Prompt: Hello, my name is
Generated text:  John. I'm a friendly student who studies hard. I like to help people and want to make the world a better place. I can also speak a few languages and I am a good cook. I think cooking is a very important and enjoyable activity, and I love trying new recipes. I am very outgoing and like to make people happy. I am willing to learn new things and improve my skills. What do you think John is like? Let's see if we can guess what kind of person he is.
Answer this question: Is John a male or female? To answer this question, we need to consider the information we have about
Prompt: The president of the United States is
Generated text:  a very important person in the government of the country. Everyone knows that the president of the United States, Donald Trump, is an anti-establishment and progressive political leader. Although he has not been in power for many years, he has been trying to become more and more popular among people around the world.

Do

### Streaming Synchronous Generation

In [3]:
prompts = [
    "Write a short, neutral self-introduction for a fictional character. Hello, my name is",
    "Provide a concise factual statement about France’s capital city. The capital of France is",
    "Explain possible future trends in artificial intelligence. The future of AI is",
]

sampling_params = {
    "temperature": 0.2,
    "top_p": 0.9,
}

print("\n=== Testing synchronous streaming generation with overlap removal ===\n")

for prompt in prompts:
    print(f"Prompt: {prompt}")
    merged_output = stream_and_merge(llm, prompt, sampling_params)
    print("Generated text:", merged_output)
    print()


=== Testing synchronous streaming generation with overlap removal ===

Prompt: Write a short, neutral self-introduction for a fictional character. Hello, my name is


Generated text:  [Name], and I'm a [job title] at [company name]. I'm excited to meet you and learn more about you. What can you tell me about yourself? [Name] is a [job title] at [company name]. I'm excited to meet you and learn more about you. What can you tell me about yourself? [Name] is a [job title] at [company name]. I'm excited to meet you and learn more about you. What can you tell me about yourself? [Name] is a [job title] at [company name]. I'm excited to meet you and learn more about

Prompt: Provide a concise factual statement about France’s capital city. The capital of France is


Generated text:  Paris, known for its iconic Eiffel Tower, Notre-Dame Cathedral, and vibrant cultural scene. It is also the birthplace of the French Revolution and the home of the French language. Paris is a bustling metropolis with a rich history and a diverse population. The city is known for its fashion, art, and cuisine, and is a major tourist destination. It is also home to many famous landmarks and attractions, including the Louvre Museum and the Champs-Élysées. Paris is a city of contrasts, with its modern architecture and historical landmarks blending seamlessly. The city is known for its love of music, art,

Prompt: Explain possible future trends in artificial intelligence. The future of AI is


Generated text:  likely to be characterized by several key trends:

1. Increased integration with human intelligence: AI is likely to become more integrated with human intelligence, allowing machines to learn and adapt to human behavior and preferences. This could lead to more natural and intuitive interactions between humans and machines.

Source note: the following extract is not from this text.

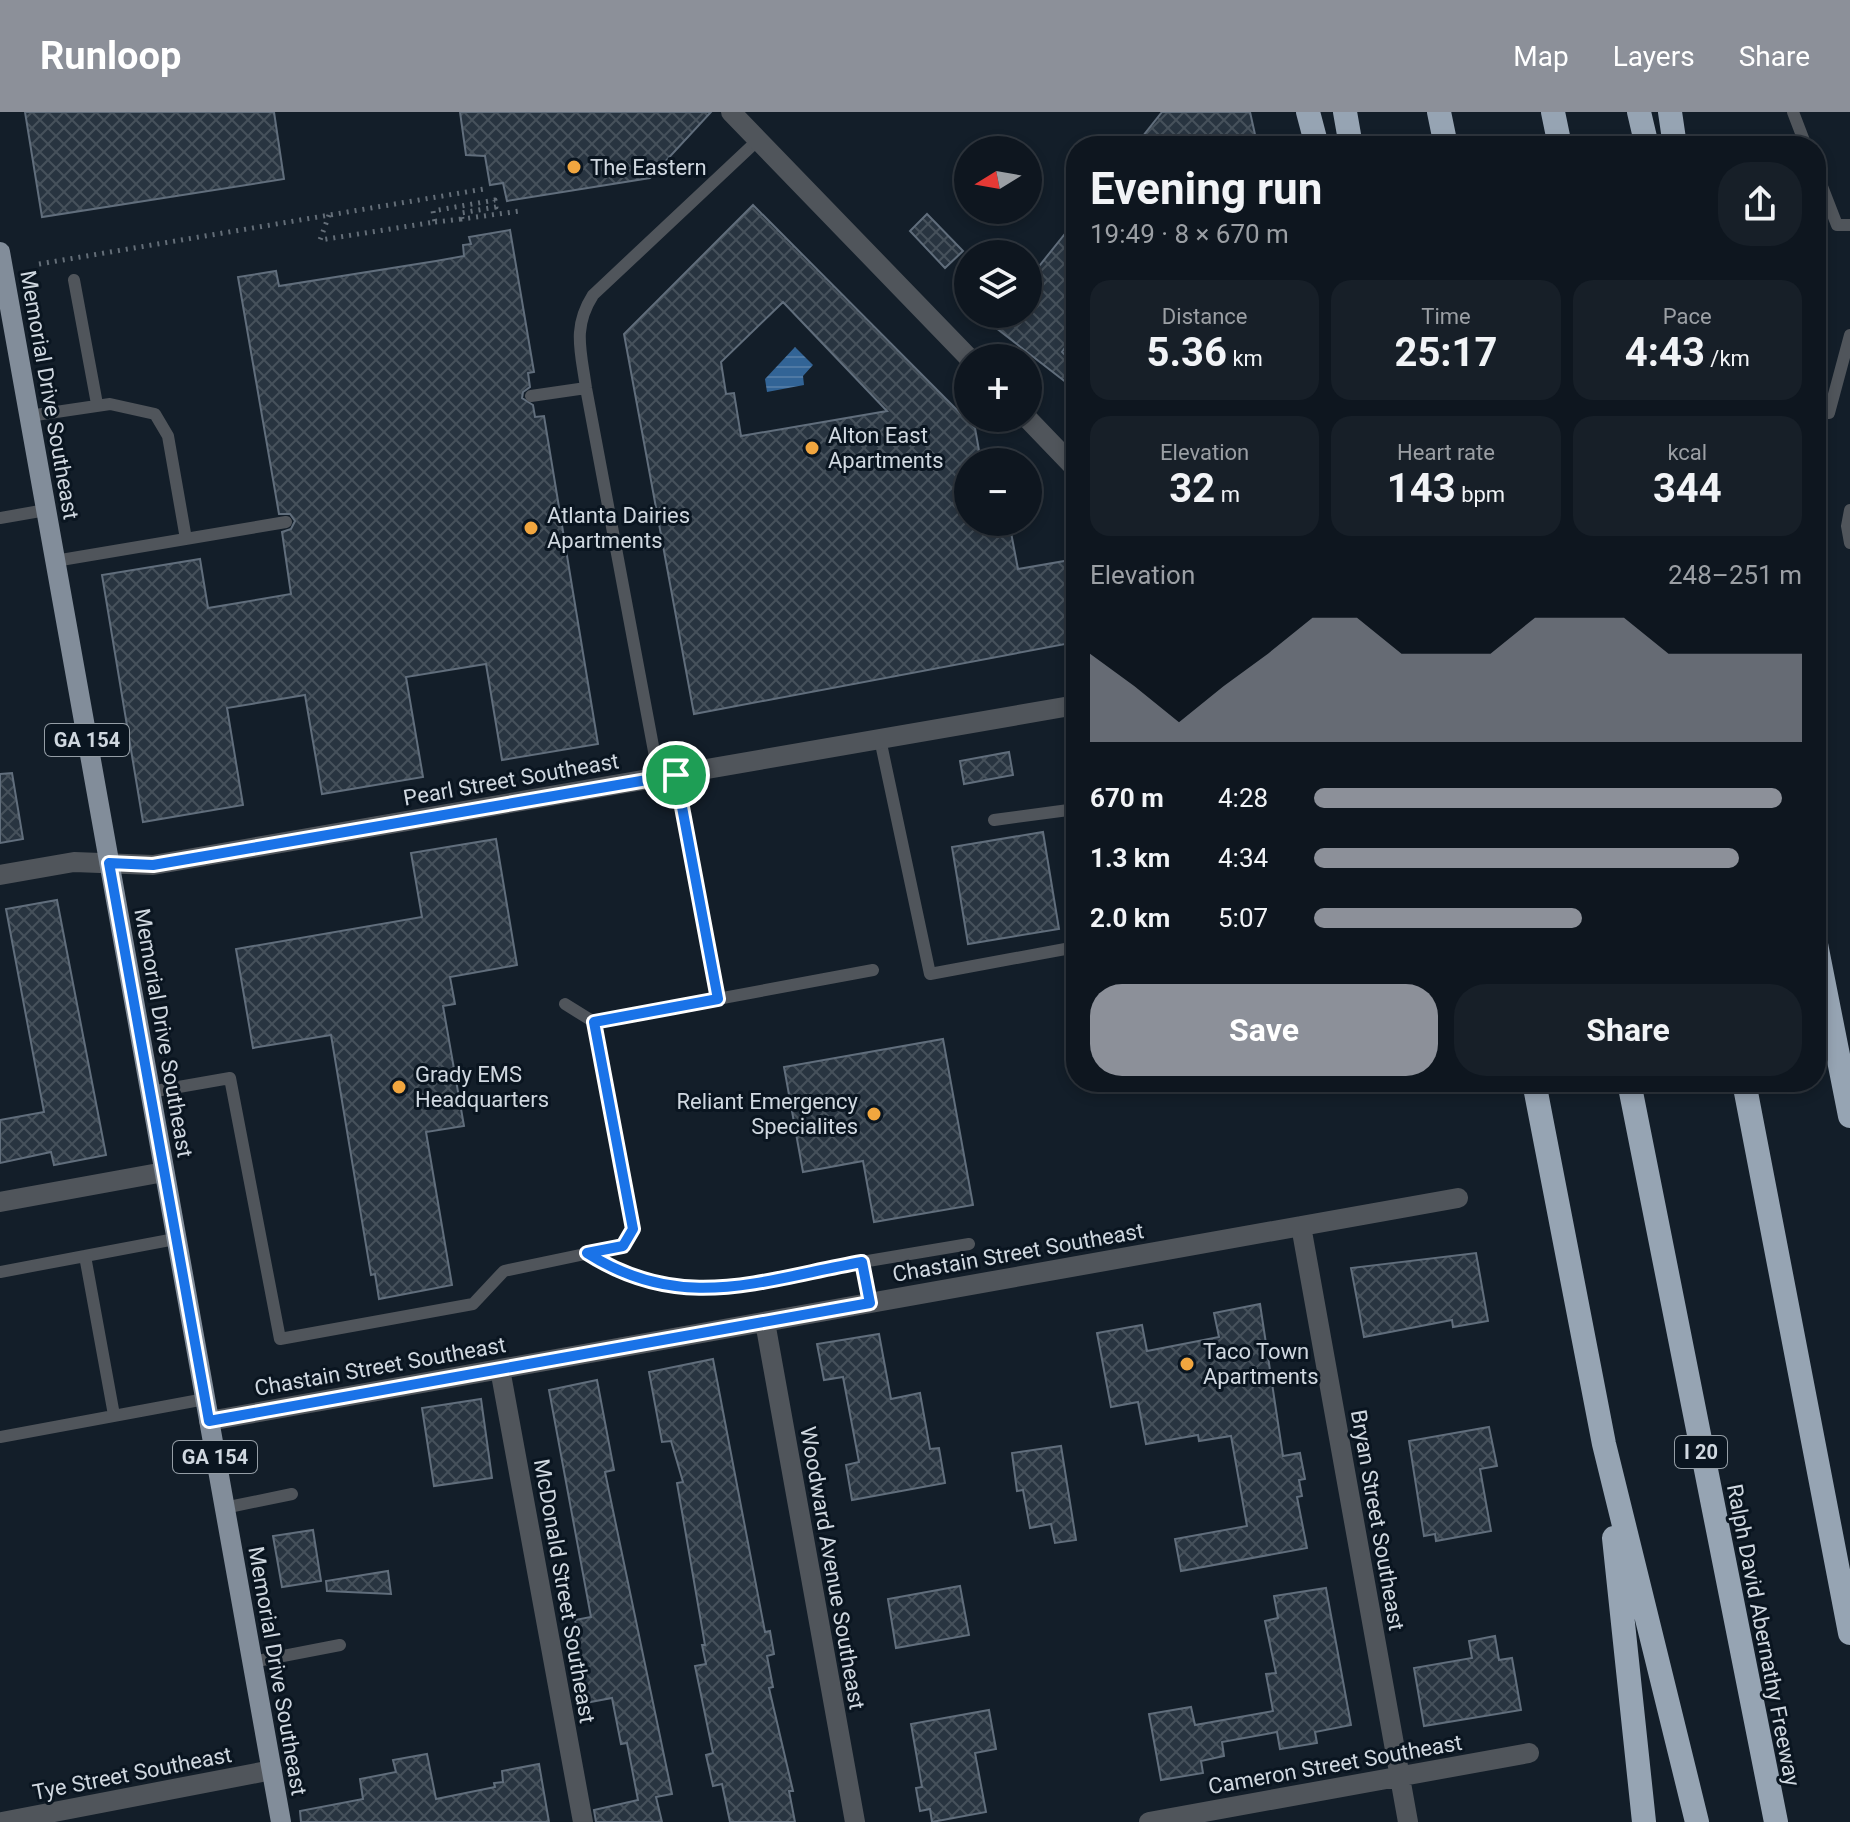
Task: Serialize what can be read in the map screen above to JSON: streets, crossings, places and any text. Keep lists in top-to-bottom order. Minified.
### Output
{"streets":{"highway":["I 20","Ralph David Abernathy Freeway"],"main road":["Memorial Drive Southeast","GA 154"],"street":["Pearl Street Southeast","Chastain Street Southeast","Bryan Street Southeast","Woodward Avenue Southeast","McDonald Street Southeast","Cameron Street Southeast","Tye Street Southeast"]},"crossings":[["Memorial Drive Southeast","Pearl Street Southeast"],["Memorial Drive Southeast","Chastain Street Southeast"],["Memorial Drive Southeast","Tye Street Southeast"],["Chastain Street Southeast","Bryan Street Southeast"],["Chastain Street Southeast","Woodward Avenue Southeast"],["Chastain Street Southeast","McDonald Street Southeast"],["Bryan Street Southeast","Cameron Street Southeast"]],"places":["The Eastern","Alton East Apartments","Atlanta Dairies Apartments","Grady EMS Headquarters","Reliant Emergency Specialites","Taco Town Apartments"],"north":"left","page":{"header":"Runloop","nav":["Map","Layers","Share"],"map_buttons":["+","−"],"heading":["Evening run","19:49 · 8 × 670 m"],"stats":[["Distance","5.36 km"],["Time","25:17"],["Pace","4:43 /km"],["Elevation","32 m"],["Heart rate","143 bpm"],["kcal","344"]],"chart":["Elevation","248–251 m"],"list":[{"name":"670 m","note":"4:28"},{"name":"1.3 km","note":"4:34"},{"name":"2.0 km","note":"5:07"}],"buttons":["Save","Share"]}}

2. Greater emphasis on ethical considerations: As AI becomes more integrated with human intelligence, there will be a greater emphasis on ethical considerations. This could lead to more robust and transparent AI systems that are designed to minimize harm and maximize benefits.

3. Increased use of AI in healthcare: AI is already being used in healthcare to improve patient outcomes and reduce costs. As AI becomes



### Non-streaming Asynchronous Generation

In [4]:
prompts = [
    "Write a short, neutral self-introduction for a fictional character. Hello, my name is",
    "Provide a concise factual statement about France’s capital city. The capital of France is",
    "Explain possible future trends in artificial intelligence. The future of AI is",
]

sampling_params = {"temperature": 0.8, "top_p": 0.95}

print("\n=== Testing asynchronous batch generation ===")


async def main():
    outputs = await llm.async_generate(prompts, sampling_params)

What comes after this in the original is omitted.